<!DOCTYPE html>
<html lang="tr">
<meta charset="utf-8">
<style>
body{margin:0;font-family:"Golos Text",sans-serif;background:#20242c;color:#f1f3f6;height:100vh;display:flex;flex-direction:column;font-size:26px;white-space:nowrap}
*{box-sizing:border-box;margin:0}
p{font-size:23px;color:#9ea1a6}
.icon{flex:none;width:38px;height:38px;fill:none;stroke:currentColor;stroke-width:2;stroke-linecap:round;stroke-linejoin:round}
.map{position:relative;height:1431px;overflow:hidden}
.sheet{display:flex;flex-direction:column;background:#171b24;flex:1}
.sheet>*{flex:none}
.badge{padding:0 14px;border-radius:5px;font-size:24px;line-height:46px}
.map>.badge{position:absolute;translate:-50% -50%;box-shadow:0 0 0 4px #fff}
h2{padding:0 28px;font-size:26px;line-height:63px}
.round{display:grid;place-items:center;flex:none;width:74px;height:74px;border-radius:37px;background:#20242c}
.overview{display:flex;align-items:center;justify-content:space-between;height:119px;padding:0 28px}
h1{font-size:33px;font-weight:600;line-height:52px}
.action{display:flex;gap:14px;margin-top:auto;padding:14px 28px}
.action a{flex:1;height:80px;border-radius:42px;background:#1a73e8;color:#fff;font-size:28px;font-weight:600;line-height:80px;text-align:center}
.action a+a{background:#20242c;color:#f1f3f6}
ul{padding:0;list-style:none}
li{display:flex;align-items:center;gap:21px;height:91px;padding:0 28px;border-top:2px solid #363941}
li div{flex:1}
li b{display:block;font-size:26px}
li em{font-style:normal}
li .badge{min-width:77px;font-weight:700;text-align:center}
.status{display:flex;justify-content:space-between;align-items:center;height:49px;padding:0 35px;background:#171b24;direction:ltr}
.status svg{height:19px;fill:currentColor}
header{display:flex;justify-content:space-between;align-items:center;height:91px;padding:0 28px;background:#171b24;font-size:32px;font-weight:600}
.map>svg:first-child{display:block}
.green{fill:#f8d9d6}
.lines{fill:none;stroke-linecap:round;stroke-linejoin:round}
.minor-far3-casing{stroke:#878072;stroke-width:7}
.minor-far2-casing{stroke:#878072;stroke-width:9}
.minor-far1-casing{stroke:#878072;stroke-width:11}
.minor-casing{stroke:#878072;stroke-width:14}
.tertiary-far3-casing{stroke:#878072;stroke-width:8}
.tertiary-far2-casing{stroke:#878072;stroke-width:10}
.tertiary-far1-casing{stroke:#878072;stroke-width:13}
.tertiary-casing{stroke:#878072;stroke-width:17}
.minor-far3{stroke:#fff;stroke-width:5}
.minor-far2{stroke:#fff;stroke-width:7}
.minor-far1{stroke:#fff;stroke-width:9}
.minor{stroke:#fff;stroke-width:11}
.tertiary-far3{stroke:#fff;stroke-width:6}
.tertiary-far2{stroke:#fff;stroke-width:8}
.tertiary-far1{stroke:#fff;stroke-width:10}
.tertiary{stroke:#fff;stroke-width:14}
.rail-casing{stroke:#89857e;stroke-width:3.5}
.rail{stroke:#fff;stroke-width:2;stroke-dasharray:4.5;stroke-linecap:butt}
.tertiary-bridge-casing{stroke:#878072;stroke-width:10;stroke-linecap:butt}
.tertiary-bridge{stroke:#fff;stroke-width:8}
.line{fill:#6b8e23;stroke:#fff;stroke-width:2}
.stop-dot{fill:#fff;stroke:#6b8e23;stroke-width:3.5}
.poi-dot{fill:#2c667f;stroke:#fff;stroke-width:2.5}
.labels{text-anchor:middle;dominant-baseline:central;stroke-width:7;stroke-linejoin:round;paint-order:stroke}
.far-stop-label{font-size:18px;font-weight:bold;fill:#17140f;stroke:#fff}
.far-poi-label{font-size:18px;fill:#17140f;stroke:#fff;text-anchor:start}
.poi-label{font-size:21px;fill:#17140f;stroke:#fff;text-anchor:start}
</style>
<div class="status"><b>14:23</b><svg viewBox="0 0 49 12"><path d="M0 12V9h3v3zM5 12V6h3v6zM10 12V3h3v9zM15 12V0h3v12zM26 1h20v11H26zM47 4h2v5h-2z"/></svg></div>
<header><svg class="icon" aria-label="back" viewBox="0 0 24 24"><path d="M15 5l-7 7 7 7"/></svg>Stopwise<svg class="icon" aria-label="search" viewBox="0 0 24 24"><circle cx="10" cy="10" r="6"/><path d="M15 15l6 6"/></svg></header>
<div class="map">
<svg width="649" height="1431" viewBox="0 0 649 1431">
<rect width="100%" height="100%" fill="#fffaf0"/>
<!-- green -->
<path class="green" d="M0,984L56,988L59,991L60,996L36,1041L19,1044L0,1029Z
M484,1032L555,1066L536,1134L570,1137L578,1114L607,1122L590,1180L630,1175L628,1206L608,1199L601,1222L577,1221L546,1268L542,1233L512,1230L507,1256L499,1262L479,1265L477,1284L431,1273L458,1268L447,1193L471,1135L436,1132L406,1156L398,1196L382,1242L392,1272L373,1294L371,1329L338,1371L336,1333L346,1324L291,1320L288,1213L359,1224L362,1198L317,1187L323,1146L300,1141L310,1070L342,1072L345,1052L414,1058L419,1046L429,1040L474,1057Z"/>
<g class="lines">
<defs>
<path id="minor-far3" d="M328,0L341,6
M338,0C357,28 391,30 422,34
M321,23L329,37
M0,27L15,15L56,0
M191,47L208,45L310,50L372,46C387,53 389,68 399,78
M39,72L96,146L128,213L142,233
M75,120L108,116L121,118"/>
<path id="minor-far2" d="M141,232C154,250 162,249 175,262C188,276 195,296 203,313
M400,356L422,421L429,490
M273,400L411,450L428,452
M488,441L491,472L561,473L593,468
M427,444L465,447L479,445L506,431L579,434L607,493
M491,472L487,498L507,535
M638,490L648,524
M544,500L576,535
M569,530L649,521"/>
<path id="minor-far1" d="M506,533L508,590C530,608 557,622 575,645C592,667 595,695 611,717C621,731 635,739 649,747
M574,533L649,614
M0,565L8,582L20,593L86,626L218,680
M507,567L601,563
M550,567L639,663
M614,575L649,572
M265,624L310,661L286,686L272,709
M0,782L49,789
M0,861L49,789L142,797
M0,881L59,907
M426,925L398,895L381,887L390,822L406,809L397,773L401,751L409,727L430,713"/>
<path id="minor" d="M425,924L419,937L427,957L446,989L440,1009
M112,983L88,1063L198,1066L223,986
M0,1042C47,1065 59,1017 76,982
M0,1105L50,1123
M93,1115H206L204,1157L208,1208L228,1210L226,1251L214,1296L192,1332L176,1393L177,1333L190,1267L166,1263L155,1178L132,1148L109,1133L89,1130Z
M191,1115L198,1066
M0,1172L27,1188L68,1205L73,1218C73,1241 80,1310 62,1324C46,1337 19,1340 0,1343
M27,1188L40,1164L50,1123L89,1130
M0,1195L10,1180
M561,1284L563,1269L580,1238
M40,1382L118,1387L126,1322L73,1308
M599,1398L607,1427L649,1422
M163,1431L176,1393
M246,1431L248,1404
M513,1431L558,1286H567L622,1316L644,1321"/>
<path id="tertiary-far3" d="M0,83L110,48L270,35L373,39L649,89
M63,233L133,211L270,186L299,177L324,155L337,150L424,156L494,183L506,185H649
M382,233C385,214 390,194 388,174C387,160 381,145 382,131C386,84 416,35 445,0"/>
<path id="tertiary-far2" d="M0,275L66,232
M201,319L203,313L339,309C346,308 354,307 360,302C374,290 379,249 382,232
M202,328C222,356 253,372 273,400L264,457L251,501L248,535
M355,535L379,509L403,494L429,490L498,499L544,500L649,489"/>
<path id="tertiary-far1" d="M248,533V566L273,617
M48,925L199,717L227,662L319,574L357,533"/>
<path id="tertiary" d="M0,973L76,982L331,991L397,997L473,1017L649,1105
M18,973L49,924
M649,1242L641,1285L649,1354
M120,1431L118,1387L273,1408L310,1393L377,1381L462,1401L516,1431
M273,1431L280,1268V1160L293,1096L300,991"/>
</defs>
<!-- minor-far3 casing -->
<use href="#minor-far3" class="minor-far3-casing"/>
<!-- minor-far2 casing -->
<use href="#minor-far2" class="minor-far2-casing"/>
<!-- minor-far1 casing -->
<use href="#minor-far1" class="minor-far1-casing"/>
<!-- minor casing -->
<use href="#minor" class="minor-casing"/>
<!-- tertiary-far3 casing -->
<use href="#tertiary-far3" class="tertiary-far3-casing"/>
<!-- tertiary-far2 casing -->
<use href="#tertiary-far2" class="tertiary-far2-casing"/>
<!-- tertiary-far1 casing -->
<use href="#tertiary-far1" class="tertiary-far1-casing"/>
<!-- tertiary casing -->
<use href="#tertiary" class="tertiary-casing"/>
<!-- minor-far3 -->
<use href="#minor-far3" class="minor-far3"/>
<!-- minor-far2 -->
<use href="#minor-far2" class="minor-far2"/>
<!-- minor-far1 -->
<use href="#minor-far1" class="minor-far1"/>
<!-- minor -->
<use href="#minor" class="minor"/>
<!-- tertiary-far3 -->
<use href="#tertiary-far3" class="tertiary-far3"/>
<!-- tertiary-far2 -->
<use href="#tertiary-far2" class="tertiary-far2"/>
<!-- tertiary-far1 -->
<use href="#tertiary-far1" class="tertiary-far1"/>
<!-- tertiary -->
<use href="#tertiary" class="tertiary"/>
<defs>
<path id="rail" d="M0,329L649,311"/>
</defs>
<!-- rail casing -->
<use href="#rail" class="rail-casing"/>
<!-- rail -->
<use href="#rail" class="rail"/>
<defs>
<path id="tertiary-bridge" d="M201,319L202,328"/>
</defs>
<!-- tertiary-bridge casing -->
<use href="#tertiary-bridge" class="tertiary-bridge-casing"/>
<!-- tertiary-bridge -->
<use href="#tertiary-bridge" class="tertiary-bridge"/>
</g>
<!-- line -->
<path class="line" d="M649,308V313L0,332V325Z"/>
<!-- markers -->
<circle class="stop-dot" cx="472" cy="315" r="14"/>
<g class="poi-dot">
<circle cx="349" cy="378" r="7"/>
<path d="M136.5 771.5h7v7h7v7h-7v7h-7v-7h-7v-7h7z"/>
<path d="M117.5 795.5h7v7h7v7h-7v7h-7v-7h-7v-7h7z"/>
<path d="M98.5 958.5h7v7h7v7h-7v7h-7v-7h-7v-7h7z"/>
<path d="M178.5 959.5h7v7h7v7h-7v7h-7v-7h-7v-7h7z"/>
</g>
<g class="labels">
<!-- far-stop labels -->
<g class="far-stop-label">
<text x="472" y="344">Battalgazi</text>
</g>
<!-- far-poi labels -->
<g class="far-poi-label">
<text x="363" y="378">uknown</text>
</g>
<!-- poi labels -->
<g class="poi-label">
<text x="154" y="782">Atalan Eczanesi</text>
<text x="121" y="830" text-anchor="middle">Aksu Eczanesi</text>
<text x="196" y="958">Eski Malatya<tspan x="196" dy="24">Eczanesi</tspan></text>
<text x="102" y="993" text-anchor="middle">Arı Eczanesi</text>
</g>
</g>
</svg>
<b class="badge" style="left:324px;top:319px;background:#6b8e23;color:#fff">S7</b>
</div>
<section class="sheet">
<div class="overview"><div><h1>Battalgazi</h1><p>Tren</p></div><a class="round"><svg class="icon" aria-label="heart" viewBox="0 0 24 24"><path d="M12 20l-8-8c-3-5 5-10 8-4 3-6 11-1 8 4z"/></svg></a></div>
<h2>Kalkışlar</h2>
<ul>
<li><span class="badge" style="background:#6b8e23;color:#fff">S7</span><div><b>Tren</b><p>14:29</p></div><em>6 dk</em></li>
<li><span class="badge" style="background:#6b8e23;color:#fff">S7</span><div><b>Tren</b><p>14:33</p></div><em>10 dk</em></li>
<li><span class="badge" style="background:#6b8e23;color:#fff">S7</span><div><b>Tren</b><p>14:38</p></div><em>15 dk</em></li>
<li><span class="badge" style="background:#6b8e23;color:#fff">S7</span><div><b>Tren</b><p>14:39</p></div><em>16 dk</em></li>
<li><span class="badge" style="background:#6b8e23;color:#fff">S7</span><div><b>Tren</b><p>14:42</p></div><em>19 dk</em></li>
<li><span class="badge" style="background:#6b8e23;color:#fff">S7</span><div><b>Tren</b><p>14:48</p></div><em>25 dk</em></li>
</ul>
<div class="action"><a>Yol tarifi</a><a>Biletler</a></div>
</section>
────────
▸ What to work on
Every line of the records in which the string "lines" is found should be counted, and only the count returned.

▸ Task output
2